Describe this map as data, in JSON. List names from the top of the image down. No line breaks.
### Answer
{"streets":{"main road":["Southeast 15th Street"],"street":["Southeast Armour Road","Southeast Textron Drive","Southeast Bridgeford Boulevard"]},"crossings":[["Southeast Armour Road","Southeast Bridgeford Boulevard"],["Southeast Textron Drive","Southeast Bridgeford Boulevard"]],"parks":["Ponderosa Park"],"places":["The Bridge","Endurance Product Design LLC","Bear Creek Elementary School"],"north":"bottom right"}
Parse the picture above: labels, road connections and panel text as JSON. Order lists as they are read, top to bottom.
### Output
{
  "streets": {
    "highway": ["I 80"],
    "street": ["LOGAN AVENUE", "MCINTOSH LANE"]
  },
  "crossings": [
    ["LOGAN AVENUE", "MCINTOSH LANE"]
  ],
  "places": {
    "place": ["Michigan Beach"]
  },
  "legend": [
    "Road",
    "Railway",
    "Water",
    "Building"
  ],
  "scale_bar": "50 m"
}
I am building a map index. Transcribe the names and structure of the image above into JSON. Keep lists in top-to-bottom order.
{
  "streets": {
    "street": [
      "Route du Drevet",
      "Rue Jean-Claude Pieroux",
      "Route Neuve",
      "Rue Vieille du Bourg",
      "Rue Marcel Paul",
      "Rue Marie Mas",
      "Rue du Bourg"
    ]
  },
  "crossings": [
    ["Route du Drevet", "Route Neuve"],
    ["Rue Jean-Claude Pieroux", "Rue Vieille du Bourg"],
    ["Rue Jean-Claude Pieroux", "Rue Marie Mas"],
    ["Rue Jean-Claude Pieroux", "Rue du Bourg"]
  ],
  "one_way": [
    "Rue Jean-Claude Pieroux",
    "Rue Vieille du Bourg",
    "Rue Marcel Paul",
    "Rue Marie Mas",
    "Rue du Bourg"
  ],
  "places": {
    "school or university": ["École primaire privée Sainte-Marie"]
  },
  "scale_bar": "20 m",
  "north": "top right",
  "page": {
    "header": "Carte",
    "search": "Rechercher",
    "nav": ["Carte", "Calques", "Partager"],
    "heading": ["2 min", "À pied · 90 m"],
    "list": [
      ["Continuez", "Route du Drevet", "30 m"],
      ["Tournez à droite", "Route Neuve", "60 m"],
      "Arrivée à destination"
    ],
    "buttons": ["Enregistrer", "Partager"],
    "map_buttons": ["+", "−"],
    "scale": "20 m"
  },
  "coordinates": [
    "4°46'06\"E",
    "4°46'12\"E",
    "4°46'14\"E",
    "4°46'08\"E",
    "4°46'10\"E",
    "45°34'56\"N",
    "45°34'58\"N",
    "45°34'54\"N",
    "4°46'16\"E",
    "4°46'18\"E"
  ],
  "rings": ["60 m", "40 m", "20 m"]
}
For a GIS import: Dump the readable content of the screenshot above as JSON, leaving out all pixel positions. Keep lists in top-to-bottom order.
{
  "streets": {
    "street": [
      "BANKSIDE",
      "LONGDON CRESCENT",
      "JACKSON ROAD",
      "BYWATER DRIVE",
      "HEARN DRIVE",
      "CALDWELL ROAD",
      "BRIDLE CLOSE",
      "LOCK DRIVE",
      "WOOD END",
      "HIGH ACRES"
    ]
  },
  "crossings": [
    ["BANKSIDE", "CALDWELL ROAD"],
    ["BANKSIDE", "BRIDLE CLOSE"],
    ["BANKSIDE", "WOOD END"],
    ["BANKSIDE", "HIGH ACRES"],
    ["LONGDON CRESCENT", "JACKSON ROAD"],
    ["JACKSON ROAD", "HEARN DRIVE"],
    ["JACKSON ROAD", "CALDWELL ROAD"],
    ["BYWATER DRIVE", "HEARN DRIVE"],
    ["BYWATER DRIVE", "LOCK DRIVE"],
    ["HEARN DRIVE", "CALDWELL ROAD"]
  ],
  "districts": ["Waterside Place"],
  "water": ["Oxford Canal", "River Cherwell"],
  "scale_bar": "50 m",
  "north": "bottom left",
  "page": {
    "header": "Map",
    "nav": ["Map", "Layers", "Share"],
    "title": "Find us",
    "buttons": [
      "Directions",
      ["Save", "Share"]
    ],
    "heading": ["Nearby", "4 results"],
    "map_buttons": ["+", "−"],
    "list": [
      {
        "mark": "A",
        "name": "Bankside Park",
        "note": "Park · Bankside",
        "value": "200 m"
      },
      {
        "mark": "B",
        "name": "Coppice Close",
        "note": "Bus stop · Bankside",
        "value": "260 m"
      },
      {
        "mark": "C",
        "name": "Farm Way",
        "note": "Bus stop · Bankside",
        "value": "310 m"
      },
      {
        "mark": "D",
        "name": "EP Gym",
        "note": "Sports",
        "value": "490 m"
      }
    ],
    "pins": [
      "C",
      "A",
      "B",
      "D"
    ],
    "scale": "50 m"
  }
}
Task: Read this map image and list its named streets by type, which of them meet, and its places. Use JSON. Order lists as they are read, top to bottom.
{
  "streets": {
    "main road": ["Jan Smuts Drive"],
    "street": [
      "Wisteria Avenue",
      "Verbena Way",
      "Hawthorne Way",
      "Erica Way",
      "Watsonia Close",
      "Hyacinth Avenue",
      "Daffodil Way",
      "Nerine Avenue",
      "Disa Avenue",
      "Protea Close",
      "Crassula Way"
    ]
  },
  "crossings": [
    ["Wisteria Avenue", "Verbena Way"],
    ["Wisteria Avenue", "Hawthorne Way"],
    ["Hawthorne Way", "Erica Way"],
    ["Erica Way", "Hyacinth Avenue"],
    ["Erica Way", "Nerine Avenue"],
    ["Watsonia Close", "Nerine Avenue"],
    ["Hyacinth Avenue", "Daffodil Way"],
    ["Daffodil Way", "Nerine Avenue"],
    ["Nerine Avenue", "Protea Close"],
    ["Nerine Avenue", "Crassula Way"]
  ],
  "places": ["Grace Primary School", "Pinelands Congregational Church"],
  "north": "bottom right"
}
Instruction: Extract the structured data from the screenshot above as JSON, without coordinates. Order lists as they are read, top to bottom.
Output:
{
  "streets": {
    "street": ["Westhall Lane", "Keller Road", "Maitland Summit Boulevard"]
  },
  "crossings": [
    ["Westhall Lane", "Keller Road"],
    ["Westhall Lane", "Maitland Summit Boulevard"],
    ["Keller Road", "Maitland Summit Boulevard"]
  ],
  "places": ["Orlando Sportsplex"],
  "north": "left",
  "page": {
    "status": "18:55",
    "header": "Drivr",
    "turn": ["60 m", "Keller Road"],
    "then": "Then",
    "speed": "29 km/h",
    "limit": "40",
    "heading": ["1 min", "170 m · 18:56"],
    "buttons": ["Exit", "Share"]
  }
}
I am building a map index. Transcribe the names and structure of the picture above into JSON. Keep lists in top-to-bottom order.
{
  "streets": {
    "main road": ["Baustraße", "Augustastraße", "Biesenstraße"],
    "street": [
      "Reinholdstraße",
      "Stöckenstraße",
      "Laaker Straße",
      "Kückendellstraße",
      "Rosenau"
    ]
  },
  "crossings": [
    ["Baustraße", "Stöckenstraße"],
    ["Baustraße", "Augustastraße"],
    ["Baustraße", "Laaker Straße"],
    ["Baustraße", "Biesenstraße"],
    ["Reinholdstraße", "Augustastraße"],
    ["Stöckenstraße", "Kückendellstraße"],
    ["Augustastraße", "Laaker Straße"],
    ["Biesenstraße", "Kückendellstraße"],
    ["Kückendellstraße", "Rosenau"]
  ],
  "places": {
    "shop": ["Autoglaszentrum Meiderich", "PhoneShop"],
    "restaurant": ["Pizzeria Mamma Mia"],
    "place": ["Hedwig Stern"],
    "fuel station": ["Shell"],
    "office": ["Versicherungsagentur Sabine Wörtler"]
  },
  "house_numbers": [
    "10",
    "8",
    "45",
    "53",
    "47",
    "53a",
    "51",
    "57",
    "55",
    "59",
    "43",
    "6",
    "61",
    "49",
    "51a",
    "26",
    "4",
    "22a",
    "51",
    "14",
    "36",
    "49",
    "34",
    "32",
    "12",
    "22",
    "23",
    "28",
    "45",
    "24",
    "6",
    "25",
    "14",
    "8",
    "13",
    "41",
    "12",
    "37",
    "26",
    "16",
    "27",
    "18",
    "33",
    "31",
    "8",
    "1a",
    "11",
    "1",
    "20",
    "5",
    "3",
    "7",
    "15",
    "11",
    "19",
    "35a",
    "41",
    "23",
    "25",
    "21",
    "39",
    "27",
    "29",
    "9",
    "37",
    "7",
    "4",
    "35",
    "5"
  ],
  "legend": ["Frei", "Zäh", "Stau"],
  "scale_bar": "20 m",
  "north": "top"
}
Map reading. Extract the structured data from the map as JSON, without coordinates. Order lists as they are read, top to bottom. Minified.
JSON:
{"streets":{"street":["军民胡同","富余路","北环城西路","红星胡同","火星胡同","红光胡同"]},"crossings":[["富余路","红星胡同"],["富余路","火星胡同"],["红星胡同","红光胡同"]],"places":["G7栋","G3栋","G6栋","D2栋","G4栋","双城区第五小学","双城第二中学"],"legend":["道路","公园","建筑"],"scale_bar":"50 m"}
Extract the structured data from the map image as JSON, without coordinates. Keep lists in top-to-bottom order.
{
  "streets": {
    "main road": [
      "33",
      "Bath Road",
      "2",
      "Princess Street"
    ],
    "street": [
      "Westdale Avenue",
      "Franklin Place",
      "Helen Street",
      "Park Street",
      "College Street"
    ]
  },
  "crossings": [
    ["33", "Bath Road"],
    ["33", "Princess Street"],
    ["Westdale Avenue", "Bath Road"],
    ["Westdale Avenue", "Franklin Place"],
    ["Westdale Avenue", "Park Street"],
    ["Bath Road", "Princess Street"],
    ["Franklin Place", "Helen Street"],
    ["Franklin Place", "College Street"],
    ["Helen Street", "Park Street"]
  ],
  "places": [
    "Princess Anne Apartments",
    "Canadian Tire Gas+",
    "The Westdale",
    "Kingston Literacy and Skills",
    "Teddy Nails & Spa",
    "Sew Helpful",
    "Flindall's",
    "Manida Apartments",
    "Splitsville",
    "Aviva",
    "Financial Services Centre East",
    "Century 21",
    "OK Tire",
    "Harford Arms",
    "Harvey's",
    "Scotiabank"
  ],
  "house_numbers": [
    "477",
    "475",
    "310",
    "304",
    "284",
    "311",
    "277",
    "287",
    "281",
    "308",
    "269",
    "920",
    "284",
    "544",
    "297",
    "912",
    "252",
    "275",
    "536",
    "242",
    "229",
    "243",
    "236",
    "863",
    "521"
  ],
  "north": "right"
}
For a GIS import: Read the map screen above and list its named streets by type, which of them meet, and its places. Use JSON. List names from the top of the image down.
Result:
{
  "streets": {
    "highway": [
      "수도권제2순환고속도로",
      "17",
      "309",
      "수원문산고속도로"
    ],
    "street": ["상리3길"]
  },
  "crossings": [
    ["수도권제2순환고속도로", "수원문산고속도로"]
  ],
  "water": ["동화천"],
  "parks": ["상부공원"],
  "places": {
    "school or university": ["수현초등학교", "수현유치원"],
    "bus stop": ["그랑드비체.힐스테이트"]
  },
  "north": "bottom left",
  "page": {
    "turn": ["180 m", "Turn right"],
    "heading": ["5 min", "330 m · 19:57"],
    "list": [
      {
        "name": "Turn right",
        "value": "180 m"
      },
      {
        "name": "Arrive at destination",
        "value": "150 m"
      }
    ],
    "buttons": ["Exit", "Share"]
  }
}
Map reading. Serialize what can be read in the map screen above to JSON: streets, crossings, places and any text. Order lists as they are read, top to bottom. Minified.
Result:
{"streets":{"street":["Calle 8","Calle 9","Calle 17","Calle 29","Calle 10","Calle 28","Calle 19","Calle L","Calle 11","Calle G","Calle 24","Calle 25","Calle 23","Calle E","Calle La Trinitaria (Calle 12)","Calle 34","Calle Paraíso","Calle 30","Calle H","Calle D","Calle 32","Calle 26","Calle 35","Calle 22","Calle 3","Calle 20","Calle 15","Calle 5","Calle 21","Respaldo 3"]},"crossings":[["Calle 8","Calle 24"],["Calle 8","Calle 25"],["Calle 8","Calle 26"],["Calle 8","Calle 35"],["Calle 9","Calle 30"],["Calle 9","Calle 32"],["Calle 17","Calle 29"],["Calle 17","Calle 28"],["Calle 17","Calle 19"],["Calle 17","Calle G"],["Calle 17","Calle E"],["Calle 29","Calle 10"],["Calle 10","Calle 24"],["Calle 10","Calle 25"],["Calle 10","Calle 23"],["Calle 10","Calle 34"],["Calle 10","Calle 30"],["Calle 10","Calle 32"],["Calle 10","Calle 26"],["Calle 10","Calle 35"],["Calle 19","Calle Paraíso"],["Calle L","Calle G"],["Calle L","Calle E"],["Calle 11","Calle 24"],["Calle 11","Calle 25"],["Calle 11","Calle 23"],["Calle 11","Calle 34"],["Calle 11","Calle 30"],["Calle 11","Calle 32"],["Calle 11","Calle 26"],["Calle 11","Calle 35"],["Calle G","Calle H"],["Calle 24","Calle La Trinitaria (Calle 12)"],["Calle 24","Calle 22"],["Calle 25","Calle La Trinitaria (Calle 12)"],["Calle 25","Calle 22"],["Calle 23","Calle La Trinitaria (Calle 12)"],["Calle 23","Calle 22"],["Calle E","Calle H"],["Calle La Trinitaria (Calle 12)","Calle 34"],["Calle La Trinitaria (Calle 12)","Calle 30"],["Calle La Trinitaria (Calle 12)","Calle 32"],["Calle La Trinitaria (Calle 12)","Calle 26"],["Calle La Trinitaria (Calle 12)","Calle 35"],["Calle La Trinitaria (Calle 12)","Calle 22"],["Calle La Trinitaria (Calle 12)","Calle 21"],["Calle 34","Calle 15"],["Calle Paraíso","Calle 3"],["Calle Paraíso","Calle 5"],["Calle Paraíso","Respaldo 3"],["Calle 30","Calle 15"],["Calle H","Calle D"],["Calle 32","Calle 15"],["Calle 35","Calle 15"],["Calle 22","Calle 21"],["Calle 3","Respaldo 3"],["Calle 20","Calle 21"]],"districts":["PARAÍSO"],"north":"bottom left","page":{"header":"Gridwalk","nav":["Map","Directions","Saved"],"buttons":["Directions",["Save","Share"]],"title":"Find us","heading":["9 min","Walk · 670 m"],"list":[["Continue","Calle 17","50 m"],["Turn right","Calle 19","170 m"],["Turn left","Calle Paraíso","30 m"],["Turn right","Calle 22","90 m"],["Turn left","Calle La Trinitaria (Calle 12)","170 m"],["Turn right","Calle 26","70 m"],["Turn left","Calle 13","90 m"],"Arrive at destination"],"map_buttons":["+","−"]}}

········

§ **Exercise objective**
Work out how many lines of the material above contain "CALDWELL", then write that number alone.

§ **Written reply**
4